Woods may well be the best golfer since 12th century Scottish shepherds began using sticks to knock stones into rabbit holes on the current site of the Royal and Ancient Golf Club of St. Andrews. Oprah is doubtless the most successful talk show host in the far briefer history of television, an interviewer who unfailingly asks the questions most on the minds of her viewers in a manner that equally unfailingly digs beneath the superficial talking point answers and gets to the heart of the matter.
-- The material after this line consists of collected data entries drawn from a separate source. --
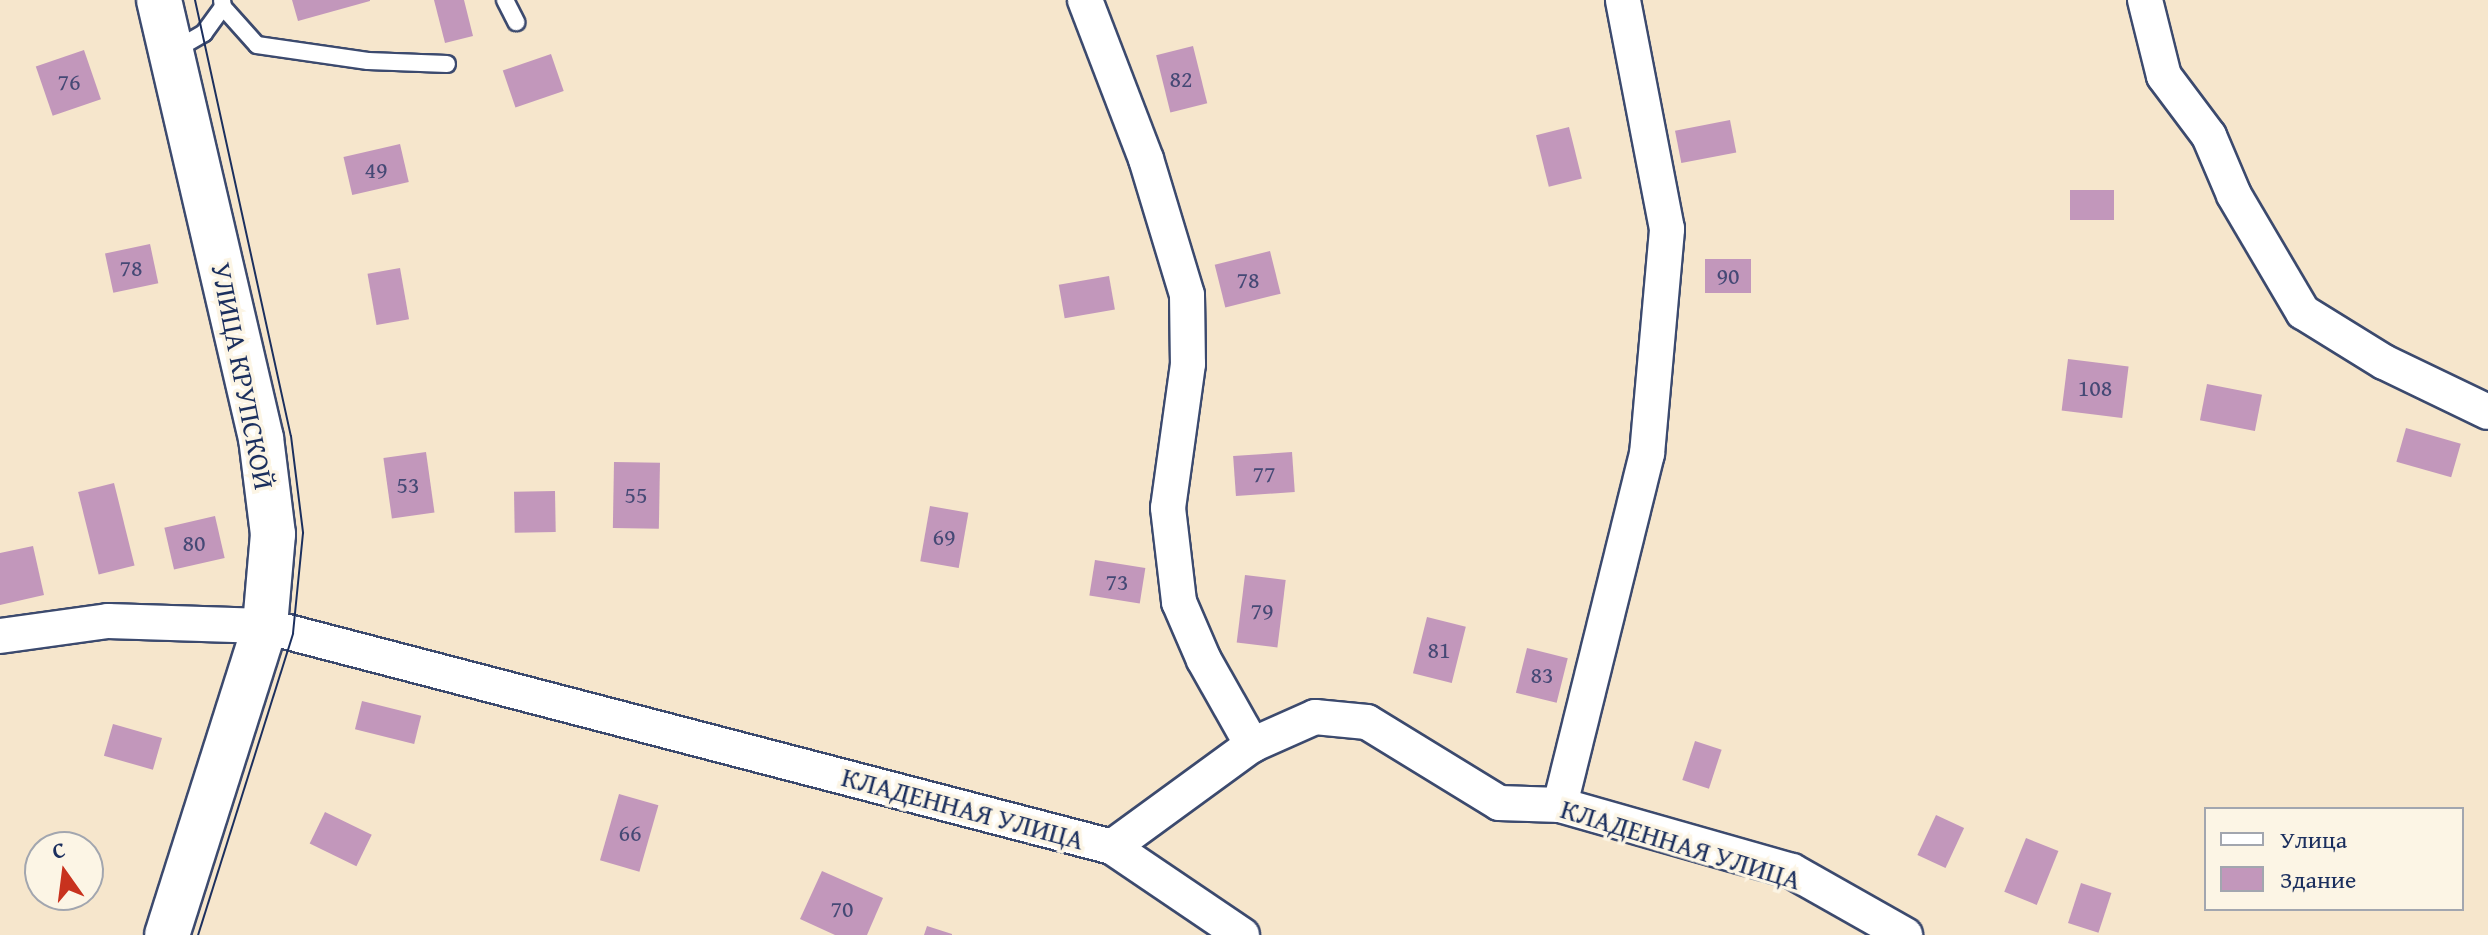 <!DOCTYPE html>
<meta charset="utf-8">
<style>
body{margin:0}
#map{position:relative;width:2488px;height:935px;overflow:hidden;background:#f6e6cc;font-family:"Gentium Book Plus",serif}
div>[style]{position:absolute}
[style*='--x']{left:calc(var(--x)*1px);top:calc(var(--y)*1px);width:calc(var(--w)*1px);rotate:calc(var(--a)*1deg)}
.building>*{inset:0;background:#c297bb;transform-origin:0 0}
.roads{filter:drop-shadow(2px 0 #3c4a6e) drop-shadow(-2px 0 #3c4a6e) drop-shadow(0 2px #3c4a6e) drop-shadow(0 -2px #3c4a6e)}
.service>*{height:16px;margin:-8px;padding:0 8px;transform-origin:8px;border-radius:8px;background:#fff}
.minor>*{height:34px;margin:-17px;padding:0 17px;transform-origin:17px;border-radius:17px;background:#fff}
.secondary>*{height:44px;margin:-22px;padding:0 22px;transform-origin:22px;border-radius:22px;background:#fff}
.tram>*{height:2px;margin:-1px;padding:0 1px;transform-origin:1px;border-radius:1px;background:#1b2f5e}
span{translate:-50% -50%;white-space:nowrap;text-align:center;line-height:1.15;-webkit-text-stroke:7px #fcf5e5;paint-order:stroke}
.number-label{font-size:24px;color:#454975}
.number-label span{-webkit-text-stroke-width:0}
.street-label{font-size:28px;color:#1b2f5e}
.legend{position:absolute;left:2204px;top:807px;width:260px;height:104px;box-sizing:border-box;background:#fcf5e5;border:2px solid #a2a6af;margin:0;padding:10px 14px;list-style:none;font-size:24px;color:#1b2f5e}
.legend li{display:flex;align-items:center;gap:16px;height:40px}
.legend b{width:40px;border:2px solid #a2a6af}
.north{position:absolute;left:24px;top:831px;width:80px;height:80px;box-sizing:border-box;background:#fcf5e5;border:2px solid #a2a6af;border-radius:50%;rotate:346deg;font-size:22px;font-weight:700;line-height:32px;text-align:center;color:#1b2f5e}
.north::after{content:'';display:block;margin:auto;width:28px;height:36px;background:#c8321e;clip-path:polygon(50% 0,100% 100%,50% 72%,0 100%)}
</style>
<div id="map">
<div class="building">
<i style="clip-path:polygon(292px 0,370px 0,370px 1px,298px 21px)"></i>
<i style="clip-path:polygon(434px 0,464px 0,473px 36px,445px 43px)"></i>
<i style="left:1193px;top:46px;width:59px;height:38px;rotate:76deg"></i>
<i style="left:84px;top:50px;width:52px;height:51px;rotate:71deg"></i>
<i style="left:551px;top:54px;width:39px;height:51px;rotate:71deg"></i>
<i style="left:1730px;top:120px;width:33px;height:56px;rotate:79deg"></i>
<i style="left:1569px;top:127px;width:53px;height:34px;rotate:76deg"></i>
<i style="left:400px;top:144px;width:39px;height:58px;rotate:77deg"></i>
<i style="left:2070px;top:190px;width:44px;height:30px"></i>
<i style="left:150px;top:244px;width:40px;height:46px;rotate:78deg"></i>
<i style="left:1270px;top:251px;width:44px;height:57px;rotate:76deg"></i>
<i style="left:1705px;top:259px;width:46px;height:34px"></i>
<i style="left:400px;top:268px;width:52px;height:33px;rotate:80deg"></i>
<i style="left:1109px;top:276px;width:34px;height:51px;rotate:80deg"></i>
<i style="left:2068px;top:359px;width:61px;height:52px;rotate:7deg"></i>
<i style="left:2207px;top:384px;width:56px;height:37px;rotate:11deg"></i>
<i style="left:2406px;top:428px;width:57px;height:35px;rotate:16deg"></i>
<i style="left:426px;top:452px;width:61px;height:43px;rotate:82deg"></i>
<i style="left:1292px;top:452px;width:40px;height:59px;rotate:86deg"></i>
<i style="left:614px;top:462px;width:46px;height:66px;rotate:1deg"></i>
<i style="left:114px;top:483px;width:85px;height:37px;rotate:76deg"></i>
<i style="left:555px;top:491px;width:41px;height:41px;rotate:89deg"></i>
<i style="left:930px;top:506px;width:39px;height:56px;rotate:10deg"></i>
<i style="left:215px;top:516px;width:43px;height:52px;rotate:77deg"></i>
<i style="clip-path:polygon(33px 546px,44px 595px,0 605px,0 553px)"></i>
<i style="left:1095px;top:560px;width:51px;height:36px;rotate:9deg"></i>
<i style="left:1245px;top:575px;width:41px;height:68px;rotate:7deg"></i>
<i style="left:1427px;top:617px;width:40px;height:58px;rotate:14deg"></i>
<i style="left:1527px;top:648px;width:42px;height:46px;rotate:14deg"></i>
<i style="left:362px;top:701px;width:61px;height:29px;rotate:14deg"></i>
<i style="left:113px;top:724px;width:51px;height:33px;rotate:16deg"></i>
<i style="left:1695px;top:741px;width:28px;height:41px;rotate:18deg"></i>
<i style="left:619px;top:794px;width:41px;height:69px;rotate:16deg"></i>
<i style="left:325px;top:812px;width:52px;height:35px;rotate:26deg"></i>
<i style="left:1936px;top:815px;width:31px;height:44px;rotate:25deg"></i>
<i style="left:2026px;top:838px;width:35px;height:58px;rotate:22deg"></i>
<i style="clip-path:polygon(822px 871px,883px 898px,867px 935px,835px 935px,800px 919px)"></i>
<i style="left:2081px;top:883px;width:32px;height:42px;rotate:18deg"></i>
<i style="clip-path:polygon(927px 926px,952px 934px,952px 935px,924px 935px)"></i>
</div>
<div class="roads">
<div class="service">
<i style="--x:505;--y:0;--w:25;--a:63"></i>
<i style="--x:223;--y:7;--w:51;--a:48.2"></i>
<i style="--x:257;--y:45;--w:112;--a:8.2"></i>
<i style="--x:368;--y:61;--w:79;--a:2.2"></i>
<i style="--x:173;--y:51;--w:36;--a:-30"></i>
<i style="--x:204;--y:33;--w:32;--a:-54"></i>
<i style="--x:223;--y:7;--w:7;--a:-98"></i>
</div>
<div class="minor">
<i style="--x:1085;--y:0;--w:170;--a:69"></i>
<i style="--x:1146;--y:159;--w:142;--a:73.2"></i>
<i style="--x:1187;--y:295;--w:69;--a:89.2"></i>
<i style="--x:1188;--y:364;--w:145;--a:97.9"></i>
<i style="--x:1168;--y:508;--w:95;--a:83.3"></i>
<i style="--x:1179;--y:602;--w:63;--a:66.7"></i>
<i style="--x:1204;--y:660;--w:98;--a:60.5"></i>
<i style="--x:2145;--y:0;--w:78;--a:76"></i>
<i style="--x:2164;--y:76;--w:75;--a:53.1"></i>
<i style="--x:2209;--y:136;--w:64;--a:67"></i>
<i style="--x:2234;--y:195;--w:136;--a:59.5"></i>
<i style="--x:2303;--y:312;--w:95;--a:31.7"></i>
<i style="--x:2384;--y:362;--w:115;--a:25.7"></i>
<i style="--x:0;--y:636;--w:109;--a:-7.9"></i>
<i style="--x:108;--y:621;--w:157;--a:1.8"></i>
<i style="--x:265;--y:626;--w:875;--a:14.62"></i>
<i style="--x:1112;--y:847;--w:173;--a:-36.1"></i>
<i style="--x:1252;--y:745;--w:69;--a:-24"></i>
<i style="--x:1315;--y:717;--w:52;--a:5.5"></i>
<i style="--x:1367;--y:722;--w:155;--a:31.5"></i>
<i style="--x:1499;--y:803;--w:61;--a:1.9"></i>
<i style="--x:1560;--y:805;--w:241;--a:15.9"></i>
<i style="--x:1792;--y:871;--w:130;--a:29.5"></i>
<i style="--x:1560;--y:805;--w:362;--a:-76.1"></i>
<i style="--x:1647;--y:454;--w:226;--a:-84.9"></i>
<i style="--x:1667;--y:229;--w:233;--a:-100.9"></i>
<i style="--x:1112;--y:847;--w:157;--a:34.1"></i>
</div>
<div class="secondary">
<i style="--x:159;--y:0;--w:450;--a:76.9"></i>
<i style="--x:261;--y:438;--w:97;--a:82.9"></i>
<i style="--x:273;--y:534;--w:92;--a:95"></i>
<i style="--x:265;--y:626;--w:324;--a:107.6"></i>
</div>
</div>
<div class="tram">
<i style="--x:195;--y:0;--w:446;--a:77.6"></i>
<i style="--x:291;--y:436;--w:98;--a:82.9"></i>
<i style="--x:303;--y:533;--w:101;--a:95.7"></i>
<i style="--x:293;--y:634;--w:316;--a:107.5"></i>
</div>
<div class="number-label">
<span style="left:1181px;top:79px">82</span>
<span style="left:69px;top:82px">76</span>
<span style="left:376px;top:170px">49</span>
<span style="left:131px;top:268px">78</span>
<span style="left:1728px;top:276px">90</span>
<span style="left:1248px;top:280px">78</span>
<span style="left:2095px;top:388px">108</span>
<span style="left:1264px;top:474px">77</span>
<span style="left:408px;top:485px">53</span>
<span style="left:636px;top:495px">55</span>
<span style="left:944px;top:537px">69</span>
<span style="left:194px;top:543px">80</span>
<span style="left:1117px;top:582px">73</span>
<span style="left:1262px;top:611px">79</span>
<span style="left:1439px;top:650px">81</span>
<span style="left:1542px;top:675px">83</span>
<span style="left:630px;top:833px">66</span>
<span style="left:842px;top:909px">70</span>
</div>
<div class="street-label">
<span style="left:243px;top:376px;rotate:79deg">УЛИЦА КРУПСКОЙ</span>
<span style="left:963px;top:808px;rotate:15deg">КЛАДЕННАЯ УЛИЦА</span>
<span style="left:1681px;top:844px;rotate:17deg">КЛАДЕННАЯ УЛИЦА</span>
</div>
<ul class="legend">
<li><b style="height:10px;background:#fff"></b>Улица</li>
<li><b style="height:22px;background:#c297bb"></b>Здание</li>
</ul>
<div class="north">С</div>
</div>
Both are extraordinarily wealthy. But Oprah got that way without endorsing products for money. If she recommends a book, it is because she read it and thinks it will enrich her viewers’ lives. The Oprah brand sells Oprah’s up-by-the-bootstraps philosophy -- not cars, drinks, wireless service, athletic equipment and the like. Oh, and when there’s a scandal -- as there was when the elite girls school she funded in South Africa experienced a sexual abuse scandal -- Oprah did not hide behind gates and post messages on a web site. She was readily available to the media, actively involved in a very public house-cleaning and bought cell phones for every student in the school with her number on speed dial so they could report directly to her any future problems.
All of which suggests a solution to Tiger Woods problem: he should go on Oprah’s show and give her a full and honest interview. If she forgives him the rest of the nation will, too. Such is the power of the Oprah brand.